At a meeting in the coastal city of St.Malo in 1998, the two most important military powers in Europe agreed to develop a “capacity for autonomous action” for the EU. With the common statement, Britain de facto broke a 50 years of virtual veto in European defence matters. Clearly, Britain changed her position, but what about France? French ESDP policy is the theme of this thesis.
I have a two-fold empirical and theoretical approach where a central notion is change. The main story of French ESDP policy, of preferences and strategies, is described empirically. On preferences, I claim France changed from a focus on real autonomy to autonomy light. Importantly, France made compromises with Britain, with the St.Malo declaration and again, most notably, in 2003. These negotiations resulted in the weakening of the French preference of autonomy. On strategies, when analysing the period as a whole, I allege a gradual shift from what I have called Eurocorps avant-garde to UK-directory. The first denotes defence cooperation with a core group of integration friendly countries; the Eurocorps countries, with Germany at the forefront. The latter describes enhanced importance of the bilateralism with the UK. At the same time, there has been some empirical evidence of the forming of a directory of France, Germany and Britain in defence policy.
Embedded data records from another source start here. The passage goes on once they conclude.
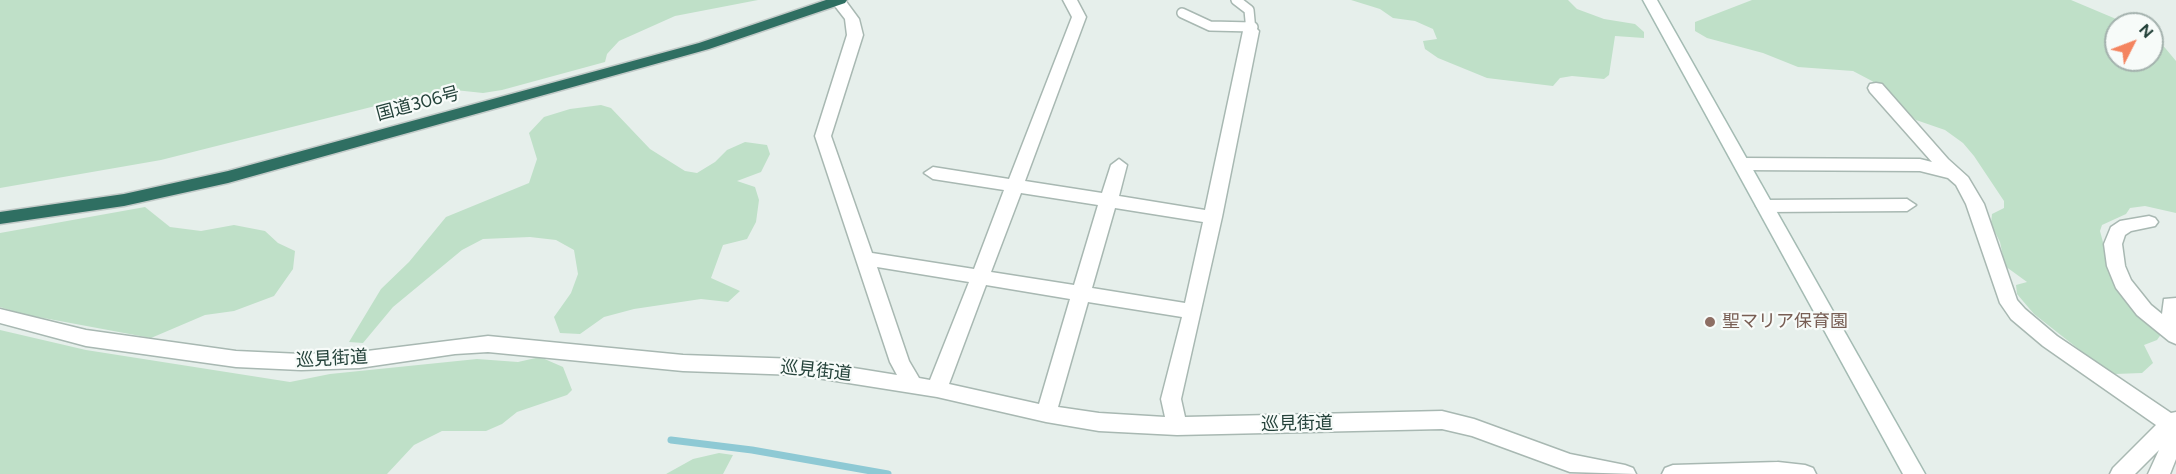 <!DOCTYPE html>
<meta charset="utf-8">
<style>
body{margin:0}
#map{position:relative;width:2176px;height:474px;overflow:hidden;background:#e6efeb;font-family:Figtree,sans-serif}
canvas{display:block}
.north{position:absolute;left:2104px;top:12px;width:60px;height:60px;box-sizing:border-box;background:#f7fbf9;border:2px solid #a3b1ad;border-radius:50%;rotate:48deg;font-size:16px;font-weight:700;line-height:24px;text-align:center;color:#24423a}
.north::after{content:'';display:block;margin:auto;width:21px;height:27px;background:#f4845f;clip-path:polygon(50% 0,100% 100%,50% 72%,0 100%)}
</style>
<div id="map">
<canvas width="2176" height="474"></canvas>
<div class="north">N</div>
</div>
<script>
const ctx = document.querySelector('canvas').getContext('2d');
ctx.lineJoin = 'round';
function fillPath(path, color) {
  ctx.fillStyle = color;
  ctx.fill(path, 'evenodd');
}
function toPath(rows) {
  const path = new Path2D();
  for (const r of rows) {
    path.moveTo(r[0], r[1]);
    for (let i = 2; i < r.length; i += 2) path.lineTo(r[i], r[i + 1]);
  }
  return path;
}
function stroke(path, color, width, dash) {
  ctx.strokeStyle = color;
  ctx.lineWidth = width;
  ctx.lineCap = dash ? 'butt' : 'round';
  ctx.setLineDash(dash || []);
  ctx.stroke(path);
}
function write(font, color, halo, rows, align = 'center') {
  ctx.font = font + ' Figtree,"Noto Sans JP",sans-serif';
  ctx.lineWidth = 4.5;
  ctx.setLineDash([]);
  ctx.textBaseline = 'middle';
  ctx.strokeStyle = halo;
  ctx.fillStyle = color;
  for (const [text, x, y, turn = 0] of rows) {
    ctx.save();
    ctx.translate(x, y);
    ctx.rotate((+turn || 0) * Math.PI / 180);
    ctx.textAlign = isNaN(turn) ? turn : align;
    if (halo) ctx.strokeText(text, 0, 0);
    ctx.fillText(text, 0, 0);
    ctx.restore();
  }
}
const green = toPath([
 [0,0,758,0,675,16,619,41,607,54,605,62,502,90,483,93,455,90,411,97,161,160,0,188],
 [1351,0,1568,0,1577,9,1604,19,1635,24,1644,32,1644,38,1615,36,1609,75,1604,79,1572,76,1560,78,1553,86,1487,78,1438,58,1425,49,1423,41,1437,39,1433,29,1415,21,1393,18,1380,9],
 [1752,0,2071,0,2128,24,2116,24,2116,60,2152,60,2152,36,2156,37,2176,61,2176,213,2145,206,2130,208,2126,214,2102,225,2100,231,2108,261,2162,333,2157,340,2144,345,2153,363,2142,373,2115,374,2095,362,2034,314,2017,294,2016,285,2027,282,2005,266,2000,242,1991,224,1992,214,2004,208,2004,201,1974,156,1963,143,1945,130,1916,120,1872,81,1853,71,1798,67,1763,53,1707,38,1695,31,1695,22],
 [601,105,611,108,650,149,685,171,697,173,715,162,727,150,745,142,767,145,770,154,761,172,737,181,755,187,759,200,756,222,747,239,723,245,711,278,740,291,728,302,701,299,634,309,604,317,580,334,560,333,554,317,571,293,578,274,574,250,556,240,530,237,483,239,462,250,393,307,363,343,349,342,381,289,409,262,446,217,529,183,537,159,529,133,544,117,570,109],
 [145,207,170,227,201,231,234,225,265,231,278,243,295,251,293,269,274,296,234,311,205,315,151,338,22,314,0,307,0,233],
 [0,330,86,350,290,382,330,374,477,359,518,362,540,357,563,367,572,390,567,395,517,412,502,424,486,431,442,431,414,445,387,474,0,474],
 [719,453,733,455,723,474,666,474,693,459]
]);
const stream = toPath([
 [671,440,752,450,888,474]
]);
const lane = toPath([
 [1236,0,1249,10,1251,31],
 [1182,13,1210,26,1253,27]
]);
const street = toPath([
 [845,0,859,19,863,35,831,136,872,253,974,269,1004,190,933,179,924,173,933,167,1009,179,1072,17,1063,0,1077,0,1086,17,1025,181,1102,193,1111,165,1119,159,1127,165,1119,196,1205,210,1243,31,1246,28,1256,28,1259,31,1222,217,1181,399,1185,417,1442,411,1474,419,1570,454,1625,465,1633,468,1636,474,1570,472,1472,436,1442,429,1177,435,1099,431,1046,422,937,397,798,375,683,371,488,352,455,354,359,368,301,370,236,367,86,346,0,323,0,309,86,330,236,351,301,354,359,352,488,336,683,355,798,359,897,375,890,362,815,136,847,35,845,19,831,1,845,0],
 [1021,193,1098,205,1074,285,991,272,1021,193],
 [1115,208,1203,222,1185,303,1092,288,1115,208],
 [877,267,969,282,930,380,919,378,909,361,877,267],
 [986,285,1070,299,1039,404,949,384,986,285],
 [1088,302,1182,317,1161,399,1165,417,1099,413,1058,407,1088,302],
 [1876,83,1882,84,1948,159,1968,177,1984,204,2017,300,2025,309,2057,336,2171,413,2176,412,2176,459,2170,474,2148,474,2159,450,2135,474,2110,474,2113,468,2156,425,2043,346,2011,319,2000,303,1966,204,1956,185,1948,178,1920,171,1742,170,1734,164,1742,158,1920,159,1932,162,1870,92,1868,88,1870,84,1876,83],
 [1907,199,1916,205,1907,211,1765,212,1756,206,1765,200,1907,199],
 [2149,216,2155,218,2158,222,2155,226,2131,231,2125,235,2122,244,2125,266,2131,280,2151,305,2162,314,2164,299,2176,298,2176,344,2169,341,2137,315,2116,288,2107,266,2104,244,2111,227,2120,221,2149,216],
 [1778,462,1805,465,1813,468,1816,474,1662,474,1665,468,1673,465,1778,462]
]);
const secondary = toPath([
 [1643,0,1657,0,1925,474,1903,474,1643,0]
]);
const highway = toPath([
 [826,0,847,0,845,3,709,49,228,183,124,206,0,224,0,212,124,194,228,171,699,43,826,0]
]);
const markers = [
 [1710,322,6,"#8d6e63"]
];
const streetNames = [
 ["国道306号",418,104,-15],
 ["巡見街道",332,359,-3],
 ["巡見街道",816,371,6],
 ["巡見街道",1297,424,-1]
];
const educationNames = [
 ["聖マリア保育園",1722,322]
];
fillPath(green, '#bfe0c8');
stroke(stream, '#8ec9d4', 7);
stroke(lane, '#a8b8b2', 12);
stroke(street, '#a8b8b2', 3);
stroke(secondary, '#a4bbb3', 3);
stroke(highway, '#c2cac8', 3);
stroke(lane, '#fff', 9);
fillPath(street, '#fff');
fillPath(secondary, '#fff');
fillPath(highway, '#2f6f62');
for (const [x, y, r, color] of markers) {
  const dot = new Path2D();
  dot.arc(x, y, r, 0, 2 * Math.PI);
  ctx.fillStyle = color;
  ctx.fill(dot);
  stroke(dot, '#f7fbf9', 2);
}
write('18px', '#24423a', '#f7fbf9', streetNames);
write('18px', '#785e54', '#f7fbf9', educationNames, 'left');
</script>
The two theories used here differ when coming to the likelihood of change and consequently explaining French ESDP policy. Liberal intergovernmentalism (LI) and historical institutionalism (HI) form two narratives which could help us understanding French ESDP policy. On one hand, LI contributes well in describing the larger states’ influence, here France, in ESDP matters. Yet, the changes identified in preferences and strategies are harder to explain. On the other hand, HI makes a valuable theoretical concept in arguing for the locked-in effect. France had to adjust her self-interest to better suit Britain. Still, the HI predicted a feed-back effect from the whole EU-system. My empirical findings do not support this. Rather, the analysis points to the UK-directory having a locked-in effect. A combination of LI and HI is tempting; the notion of larger state influence from the LI approach and the idea of a locked in effect from the HI. These factors are important in understanding the development of French ESDP policy.